**GIVEN DATA**
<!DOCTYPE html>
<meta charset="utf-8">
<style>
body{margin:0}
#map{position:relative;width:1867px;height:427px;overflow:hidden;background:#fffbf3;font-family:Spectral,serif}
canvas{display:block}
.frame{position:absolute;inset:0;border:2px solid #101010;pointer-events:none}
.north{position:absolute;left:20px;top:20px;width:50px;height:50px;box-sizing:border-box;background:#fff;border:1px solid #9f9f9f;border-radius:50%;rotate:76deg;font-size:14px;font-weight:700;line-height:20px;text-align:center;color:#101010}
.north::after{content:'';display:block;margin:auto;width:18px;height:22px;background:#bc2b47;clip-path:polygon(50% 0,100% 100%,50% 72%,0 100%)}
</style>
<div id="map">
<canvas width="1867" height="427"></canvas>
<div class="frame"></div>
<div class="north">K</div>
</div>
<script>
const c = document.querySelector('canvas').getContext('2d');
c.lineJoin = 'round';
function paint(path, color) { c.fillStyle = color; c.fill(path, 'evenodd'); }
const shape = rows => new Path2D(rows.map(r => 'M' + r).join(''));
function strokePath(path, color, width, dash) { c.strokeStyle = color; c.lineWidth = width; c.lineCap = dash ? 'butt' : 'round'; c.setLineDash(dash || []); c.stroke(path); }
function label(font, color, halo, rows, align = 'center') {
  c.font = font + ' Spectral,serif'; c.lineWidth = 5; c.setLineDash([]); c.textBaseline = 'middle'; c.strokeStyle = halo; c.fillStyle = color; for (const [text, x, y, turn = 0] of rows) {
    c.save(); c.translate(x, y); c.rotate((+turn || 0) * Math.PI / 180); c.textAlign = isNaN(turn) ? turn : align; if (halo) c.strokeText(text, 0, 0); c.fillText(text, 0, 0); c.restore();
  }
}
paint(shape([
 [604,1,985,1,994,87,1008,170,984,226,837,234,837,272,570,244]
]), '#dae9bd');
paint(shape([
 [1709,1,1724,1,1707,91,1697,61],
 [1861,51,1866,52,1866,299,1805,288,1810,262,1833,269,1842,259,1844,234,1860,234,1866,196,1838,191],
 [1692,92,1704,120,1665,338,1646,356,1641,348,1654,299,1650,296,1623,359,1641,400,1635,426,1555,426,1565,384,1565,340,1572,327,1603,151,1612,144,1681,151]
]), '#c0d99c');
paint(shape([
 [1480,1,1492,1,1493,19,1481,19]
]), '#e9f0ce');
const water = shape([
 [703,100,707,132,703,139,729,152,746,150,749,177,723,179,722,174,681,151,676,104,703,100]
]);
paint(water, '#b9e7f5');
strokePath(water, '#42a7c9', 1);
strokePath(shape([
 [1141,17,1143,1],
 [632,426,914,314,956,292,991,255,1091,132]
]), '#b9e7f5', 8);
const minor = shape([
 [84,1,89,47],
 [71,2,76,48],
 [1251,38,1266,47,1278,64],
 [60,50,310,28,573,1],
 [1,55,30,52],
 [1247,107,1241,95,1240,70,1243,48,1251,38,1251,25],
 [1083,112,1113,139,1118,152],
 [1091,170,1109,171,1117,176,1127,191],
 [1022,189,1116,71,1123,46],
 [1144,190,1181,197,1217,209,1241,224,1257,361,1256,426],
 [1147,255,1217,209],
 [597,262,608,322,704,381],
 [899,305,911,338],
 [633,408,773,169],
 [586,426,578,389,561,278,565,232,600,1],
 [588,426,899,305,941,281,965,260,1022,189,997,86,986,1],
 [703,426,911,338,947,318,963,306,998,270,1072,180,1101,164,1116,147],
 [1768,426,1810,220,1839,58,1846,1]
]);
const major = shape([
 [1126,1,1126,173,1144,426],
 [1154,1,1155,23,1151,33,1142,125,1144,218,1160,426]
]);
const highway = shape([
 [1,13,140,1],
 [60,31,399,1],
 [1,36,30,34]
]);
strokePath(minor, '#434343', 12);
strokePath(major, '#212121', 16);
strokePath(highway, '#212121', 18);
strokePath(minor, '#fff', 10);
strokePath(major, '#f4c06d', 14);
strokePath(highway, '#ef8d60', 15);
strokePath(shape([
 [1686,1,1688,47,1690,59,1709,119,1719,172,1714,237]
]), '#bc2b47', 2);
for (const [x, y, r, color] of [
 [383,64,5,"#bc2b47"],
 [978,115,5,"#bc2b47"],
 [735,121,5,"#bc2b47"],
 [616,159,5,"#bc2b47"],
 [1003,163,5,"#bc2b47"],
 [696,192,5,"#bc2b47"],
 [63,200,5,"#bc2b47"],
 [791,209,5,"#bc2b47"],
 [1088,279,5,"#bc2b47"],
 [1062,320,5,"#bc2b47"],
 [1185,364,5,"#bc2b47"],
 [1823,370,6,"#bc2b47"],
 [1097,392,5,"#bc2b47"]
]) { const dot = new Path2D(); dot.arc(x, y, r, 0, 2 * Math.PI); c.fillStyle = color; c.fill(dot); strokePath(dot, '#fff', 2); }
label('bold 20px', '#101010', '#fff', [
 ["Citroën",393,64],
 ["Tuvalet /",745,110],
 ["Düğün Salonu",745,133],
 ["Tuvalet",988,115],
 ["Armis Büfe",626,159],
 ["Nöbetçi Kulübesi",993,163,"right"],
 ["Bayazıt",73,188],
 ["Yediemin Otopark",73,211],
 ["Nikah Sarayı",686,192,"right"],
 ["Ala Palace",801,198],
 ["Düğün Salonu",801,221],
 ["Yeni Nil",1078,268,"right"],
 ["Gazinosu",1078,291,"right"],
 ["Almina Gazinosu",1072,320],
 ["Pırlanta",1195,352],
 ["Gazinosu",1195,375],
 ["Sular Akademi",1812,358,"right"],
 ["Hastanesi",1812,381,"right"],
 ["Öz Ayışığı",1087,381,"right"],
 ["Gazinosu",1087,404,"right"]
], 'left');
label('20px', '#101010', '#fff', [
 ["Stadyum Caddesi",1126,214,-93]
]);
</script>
==
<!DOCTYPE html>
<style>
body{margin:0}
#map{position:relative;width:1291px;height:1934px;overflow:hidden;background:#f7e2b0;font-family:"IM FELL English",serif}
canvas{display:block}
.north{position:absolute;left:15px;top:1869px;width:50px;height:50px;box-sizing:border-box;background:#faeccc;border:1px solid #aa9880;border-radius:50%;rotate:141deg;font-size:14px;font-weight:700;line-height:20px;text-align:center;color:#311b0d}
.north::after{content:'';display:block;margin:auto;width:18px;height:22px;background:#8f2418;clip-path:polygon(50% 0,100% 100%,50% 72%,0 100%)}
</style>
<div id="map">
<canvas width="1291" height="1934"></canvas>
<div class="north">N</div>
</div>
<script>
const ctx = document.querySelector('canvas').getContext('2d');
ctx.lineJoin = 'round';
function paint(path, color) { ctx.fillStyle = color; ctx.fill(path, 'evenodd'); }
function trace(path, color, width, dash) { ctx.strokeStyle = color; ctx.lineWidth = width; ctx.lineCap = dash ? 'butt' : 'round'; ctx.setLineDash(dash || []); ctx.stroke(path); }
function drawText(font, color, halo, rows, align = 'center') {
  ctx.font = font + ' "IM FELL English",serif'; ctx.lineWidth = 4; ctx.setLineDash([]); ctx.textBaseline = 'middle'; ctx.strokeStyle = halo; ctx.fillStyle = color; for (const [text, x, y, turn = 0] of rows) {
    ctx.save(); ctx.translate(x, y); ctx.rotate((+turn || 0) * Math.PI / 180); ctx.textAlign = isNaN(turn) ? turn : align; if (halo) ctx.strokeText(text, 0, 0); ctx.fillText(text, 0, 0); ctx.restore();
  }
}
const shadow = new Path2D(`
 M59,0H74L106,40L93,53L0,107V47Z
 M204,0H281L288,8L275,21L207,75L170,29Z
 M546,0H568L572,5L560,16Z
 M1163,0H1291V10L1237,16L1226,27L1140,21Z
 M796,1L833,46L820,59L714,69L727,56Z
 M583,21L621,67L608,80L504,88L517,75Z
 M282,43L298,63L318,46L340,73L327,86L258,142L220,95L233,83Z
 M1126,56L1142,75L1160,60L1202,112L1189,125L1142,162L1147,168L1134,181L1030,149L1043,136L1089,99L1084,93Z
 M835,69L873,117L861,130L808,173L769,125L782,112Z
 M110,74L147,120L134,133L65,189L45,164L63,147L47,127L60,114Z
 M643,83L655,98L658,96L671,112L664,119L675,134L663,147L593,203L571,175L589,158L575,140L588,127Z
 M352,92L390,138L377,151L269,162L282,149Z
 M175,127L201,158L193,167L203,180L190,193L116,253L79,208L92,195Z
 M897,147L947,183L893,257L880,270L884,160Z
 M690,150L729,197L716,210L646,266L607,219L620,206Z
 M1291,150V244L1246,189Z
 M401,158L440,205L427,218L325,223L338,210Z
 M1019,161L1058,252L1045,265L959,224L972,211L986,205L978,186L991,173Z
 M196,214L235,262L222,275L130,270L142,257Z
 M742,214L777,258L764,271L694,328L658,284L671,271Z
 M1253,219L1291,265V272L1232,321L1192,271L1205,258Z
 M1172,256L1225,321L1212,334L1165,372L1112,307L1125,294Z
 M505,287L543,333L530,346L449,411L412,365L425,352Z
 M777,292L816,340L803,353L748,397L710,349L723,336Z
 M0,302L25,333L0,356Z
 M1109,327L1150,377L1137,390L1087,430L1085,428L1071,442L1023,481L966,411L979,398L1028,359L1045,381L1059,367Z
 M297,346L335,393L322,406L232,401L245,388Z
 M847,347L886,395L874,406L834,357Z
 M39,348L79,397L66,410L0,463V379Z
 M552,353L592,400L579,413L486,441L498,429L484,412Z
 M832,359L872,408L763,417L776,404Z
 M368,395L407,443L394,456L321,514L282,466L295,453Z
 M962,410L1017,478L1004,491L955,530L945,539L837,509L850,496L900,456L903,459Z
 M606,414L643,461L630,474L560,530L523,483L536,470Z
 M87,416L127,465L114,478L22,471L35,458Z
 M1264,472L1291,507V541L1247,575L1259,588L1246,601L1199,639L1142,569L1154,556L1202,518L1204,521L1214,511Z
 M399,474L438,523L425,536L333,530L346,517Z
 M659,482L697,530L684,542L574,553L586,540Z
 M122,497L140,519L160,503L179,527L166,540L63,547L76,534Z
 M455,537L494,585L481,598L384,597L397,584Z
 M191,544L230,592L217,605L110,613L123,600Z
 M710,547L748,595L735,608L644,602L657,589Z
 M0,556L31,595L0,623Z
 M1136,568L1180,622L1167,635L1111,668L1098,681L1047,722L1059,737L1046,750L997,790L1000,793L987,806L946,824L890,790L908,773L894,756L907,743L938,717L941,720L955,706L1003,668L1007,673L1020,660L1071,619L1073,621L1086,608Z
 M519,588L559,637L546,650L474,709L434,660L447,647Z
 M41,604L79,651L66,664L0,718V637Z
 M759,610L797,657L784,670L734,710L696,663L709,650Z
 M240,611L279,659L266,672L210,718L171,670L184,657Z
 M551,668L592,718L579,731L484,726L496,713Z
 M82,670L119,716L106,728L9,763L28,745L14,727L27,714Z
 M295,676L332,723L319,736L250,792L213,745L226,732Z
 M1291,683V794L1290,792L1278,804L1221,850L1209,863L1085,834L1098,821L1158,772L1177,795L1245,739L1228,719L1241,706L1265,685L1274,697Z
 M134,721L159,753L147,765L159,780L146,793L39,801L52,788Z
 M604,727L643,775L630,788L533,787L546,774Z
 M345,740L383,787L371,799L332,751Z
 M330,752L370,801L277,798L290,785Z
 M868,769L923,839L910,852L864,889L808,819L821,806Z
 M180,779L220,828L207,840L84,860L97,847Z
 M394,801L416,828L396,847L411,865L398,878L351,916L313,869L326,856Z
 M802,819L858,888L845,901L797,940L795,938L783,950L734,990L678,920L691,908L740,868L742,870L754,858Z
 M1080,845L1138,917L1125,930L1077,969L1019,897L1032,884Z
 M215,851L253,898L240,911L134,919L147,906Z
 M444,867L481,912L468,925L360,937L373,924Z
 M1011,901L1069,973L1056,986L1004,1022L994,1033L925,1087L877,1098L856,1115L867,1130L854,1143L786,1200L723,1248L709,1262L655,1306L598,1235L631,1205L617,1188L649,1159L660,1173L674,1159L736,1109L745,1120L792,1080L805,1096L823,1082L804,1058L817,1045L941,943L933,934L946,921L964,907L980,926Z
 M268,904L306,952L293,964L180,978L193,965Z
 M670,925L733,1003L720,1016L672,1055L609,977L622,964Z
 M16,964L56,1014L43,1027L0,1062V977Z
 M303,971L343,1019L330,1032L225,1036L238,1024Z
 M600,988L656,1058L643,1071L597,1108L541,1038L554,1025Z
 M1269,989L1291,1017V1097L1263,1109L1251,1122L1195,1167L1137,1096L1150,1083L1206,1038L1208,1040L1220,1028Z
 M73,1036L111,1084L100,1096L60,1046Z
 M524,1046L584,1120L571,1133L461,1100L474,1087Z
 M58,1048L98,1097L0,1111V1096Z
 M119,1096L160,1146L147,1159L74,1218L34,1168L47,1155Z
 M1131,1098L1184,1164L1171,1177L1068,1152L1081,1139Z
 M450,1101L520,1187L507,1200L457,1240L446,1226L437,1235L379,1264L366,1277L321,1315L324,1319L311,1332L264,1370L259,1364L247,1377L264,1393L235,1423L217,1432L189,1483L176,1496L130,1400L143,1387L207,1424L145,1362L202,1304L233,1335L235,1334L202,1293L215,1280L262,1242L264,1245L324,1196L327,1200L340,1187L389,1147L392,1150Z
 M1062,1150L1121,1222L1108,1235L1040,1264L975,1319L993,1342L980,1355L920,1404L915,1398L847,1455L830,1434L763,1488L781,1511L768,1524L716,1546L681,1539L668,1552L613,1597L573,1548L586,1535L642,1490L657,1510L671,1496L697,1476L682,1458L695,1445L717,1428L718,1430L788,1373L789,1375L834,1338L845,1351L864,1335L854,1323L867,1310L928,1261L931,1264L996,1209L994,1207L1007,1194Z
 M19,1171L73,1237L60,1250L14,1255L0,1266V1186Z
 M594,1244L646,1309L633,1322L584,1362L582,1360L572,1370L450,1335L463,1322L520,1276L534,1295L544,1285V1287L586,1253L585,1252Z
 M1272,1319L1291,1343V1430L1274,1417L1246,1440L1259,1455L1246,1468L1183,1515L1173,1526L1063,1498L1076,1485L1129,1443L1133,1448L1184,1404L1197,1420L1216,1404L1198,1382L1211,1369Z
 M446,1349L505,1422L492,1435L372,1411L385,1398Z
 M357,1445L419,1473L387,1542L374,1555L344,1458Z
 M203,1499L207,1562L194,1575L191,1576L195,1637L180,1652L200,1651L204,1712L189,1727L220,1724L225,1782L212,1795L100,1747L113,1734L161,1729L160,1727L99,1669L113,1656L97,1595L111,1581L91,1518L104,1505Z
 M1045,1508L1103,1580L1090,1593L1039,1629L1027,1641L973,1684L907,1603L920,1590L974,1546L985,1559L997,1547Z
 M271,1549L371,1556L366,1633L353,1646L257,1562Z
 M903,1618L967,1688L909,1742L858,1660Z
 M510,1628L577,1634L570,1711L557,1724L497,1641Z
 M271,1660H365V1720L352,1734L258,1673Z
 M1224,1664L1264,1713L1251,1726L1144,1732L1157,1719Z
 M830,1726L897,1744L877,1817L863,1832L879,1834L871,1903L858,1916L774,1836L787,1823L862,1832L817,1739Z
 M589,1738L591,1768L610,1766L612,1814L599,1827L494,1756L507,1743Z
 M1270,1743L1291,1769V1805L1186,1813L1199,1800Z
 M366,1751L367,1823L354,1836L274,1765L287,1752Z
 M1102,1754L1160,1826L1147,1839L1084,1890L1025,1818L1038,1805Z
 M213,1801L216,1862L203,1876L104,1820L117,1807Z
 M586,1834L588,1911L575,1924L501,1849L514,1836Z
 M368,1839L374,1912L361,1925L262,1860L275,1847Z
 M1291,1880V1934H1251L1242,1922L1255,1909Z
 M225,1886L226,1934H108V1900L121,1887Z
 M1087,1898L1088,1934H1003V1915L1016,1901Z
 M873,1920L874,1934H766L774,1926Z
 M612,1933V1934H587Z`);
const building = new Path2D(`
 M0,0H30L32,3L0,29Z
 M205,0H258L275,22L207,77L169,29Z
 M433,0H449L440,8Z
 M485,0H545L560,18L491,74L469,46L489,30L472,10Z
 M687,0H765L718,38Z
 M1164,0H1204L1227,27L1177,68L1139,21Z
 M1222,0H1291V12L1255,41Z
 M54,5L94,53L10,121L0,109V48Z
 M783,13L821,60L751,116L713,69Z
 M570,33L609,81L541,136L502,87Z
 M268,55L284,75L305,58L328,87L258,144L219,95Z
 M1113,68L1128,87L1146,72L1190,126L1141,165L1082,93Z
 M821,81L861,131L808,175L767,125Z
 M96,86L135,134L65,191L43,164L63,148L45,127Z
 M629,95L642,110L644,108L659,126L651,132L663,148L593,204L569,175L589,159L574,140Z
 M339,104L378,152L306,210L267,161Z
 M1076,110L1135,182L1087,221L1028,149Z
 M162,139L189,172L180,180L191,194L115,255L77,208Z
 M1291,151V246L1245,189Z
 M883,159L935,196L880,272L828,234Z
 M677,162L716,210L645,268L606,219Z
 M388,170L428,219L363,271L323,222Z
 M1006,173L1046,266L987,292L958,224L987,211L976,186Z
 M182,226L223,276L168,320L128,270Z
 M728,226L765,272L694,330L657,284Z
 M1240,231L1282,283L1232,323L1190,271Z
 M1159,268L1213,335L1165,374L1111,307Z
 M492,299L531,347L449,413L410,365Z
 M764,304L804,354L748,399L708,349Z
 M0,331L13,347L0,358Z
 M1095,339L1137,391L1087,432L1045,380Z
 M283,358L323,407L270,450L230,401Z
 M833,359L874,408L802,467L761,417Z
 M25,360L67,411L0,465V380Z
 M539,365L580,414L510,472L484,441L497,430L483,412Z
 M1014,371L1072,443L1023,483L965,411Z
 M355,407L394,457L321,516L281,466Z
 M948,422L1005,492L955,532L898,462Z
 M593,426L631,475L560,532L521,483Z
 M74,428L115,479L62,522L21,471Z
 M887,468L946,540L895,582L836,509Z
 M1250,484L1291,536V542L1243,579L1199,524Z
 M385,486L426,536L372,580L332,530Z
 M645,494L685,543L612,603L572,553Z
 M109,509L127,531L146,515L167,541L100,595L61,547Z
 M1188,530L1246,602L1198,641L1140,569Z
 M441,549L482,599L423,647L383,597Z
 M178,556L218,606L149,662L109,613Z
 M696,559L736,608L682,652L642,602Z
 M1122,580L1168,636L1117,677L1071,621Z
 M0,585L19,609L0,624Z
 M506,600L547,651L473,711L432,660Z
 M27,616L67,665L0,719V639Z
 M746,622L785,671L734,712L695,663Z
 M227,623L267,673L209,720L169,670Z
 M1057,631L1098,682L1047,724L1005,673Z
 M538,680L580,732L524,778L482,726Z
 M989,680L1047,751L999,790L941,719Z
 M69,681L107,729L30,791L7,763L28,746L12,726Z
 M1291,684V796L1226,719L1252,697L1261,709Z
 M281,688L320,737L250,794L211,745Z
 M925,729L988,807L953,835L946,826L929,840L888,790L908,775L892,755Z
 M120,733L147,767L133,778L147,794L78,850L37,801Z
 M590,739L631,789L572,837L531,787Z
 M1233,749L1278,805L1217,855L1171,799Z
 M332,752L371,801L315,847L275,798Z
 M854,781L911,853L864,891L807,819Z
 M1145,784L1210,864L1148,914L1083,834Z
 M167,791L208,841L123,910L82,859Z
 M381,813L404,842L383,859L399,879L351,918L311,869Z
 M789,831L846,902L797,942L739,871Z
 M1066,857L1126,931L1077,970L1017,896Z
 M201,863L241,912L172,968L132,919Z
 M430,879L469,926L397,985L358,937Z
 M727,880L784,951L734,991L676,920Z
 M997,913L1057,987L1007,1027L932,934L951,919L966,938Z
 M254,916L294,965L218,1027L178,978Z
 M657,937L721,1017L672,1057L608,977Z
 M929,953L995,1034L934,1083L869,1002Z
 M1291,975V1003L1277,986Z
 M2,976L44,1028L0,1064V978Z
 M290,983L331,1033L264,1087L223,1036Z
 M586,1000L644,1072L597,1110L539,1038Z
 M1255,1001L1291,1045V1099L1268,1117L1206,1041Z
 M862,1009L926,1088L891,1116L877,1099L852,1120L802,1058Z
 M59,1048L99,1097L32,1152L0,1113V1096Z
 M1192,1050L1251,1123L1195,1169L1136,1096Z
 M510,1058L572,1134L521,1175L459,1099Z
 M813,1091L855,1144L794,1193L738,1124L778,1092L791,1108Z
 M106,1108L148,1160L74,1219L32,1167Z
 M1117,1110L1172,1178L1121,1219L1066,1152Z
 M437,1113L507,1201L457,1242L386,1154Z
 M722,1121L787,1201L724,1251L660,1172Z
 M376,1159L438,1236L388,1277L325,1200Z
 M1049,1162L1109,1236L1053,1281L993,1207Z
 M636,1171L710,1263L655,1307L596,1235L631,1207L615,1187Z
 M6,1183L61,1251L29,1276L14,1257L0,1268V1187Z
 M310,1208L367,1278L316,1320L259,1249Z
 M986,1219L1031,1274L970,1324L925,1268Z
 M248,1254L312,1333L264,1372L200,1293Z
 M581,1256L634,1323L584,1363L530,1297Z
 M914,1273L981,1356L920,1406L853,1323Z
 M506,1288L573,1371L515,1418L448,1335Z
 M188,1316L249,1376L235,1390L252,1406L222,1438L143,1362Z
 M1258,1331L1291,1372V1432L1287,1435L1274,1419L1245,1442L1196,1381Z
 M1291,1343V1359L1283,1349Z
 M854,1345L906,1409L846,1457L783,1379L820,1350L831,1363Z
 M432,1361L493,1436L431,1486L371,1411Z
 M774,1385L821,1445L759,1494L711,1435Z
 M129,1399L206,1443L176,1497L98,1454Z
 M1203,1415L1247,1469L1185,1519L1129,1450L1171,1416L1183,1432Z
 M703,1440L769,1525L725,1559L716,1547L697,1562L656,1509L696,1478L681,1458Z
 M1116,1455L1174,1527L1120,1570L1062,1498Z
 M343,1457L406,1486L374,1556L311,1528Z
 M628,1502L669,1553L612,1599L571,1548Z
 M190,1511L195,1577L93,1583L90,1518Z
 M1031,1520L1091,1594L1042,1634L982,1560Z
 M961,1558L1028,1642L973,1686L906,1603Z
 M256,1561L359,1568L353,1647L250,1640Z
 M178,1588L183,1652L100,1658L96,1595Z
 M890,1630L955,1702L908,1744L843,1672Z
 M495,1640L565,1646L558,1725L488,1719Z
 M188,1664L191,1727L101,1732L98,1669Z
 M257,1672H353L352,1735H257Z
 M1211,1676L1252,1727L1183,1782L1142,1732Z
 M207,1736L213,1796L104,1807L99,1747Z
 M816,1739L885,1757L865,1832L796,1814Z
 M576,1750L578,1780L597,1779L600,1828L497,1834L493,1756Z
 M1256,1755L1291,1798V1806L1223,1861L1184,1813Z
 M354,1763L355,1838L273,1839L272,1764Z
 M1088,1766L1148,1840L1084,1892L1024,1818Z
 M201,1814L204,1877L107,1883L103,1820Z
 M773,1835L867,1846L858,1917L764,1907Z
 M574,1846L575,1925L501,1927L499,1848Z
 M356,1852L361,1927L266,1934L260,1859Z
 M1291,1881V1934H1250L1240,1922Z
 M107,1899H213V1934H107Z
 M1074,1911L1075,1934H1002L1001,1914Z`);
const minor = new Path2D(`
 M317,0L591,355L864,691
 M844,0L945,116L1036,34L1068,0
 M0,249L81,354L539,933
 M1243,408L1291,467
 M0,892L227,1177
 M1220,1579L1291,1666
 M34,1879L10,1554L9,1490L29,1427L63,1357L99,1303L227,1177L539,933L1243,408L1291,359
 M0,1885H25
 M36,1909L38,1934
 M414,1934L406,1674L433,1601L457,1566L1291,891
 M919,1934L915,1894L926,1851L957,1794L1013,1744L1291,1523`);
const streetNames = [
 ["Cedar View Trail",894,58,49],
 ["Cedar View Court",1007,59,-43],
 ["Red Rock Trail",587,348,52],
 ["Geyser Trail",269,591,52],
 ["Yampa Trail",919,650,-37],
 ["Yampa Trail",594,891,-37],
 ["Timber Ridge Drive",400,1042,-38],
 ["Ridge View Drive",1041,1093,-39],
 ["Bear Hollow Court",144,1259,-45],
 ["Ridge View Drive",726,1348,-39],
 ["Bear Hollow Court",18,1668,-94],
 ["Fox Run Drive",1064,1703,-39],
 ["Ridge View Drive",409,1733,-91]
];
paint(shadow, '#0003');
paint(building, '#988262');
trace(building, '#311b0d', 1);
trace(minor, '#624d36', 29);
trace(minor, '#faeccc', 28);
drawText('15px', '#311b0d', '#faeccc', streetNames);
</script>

**THE TASK**
If a line contains the word "highway", it counts; say how many such lines there are in the data above, and nothing else.

**ANSWER SPACE**
3